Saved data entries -
▼

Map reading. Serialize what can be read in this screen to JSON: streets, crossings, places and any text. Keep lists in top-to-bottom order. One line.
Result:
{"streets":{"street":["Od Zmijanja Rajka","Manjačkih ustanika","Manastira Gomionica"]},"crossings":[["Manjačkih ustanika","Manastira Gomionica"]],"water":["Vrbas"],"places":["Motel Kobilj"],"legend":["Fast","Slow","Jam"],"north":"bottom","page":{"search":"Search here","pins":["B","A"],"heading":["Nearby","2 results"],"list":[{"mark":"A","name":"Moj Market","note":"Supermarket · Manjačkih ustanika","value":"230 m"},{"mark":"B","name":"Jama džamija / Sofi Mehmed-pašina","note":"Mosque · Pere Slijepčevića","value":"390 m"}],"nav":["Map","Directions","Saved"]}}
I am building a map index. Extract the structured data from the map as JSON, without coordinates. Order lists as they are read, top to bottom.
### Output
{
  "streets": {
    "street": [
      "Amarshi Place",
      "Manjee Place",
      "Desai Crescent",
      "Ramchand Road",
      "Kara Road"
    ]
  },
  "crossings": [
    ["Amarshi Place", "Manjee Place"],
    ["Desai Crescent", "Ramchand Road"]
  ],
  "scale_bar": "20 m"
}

▲

What is needed - What you return must match the entries exactly, word for word.

Result of this task -
Map reading. Serialize what can be read in this screen to JSON: streets, crossings, places and any text. Keep lists in top-to-bottom order. One line.
Result:
{"streets":{"street":["Od Zmijanja Rajka","Manjačkih ustanika","Manastira Gomionica"]},"crossings":[["Manjačkih ustanika","Manastira Gomionica"]],"water":["Vrbas"],"places":["Motel Kobilj"],"legend":["Fast","Slow","Jam"],"north":"bottom","page":{"search":"Search here","pins":["B","A"],"heading":["Nearby","2 results"],"list":[{"mark":"A","name":"Moj Market","note":"Supermarket · Manjačkih ustanika","value":"230 m"},{"mark":"B","name":"Jama džamija / Sofi Mehmed-pašina","note":"Mosque · Pere Slijepčevića","value":"390 m"}],"nav":["Map","Directions","Saved"]}}
I am building a map index. Extract the structured data from the map as JSON, without coordinates. Order lists as they are read, top to bottom.
### Output
{
  "streets": {
    "street": [
      "Amarshi Place",
      "Manjee Place",
      "Desai Crescent",
      "Ramchand Road",
      "Kara Road"
    ]
  },
  "crossings": [
    ["Amarshi Place", "Manjee Place"],
    ["Desai Crescent", "Ramchand Road"]
  ],
  "scale_bar": "20 m"
}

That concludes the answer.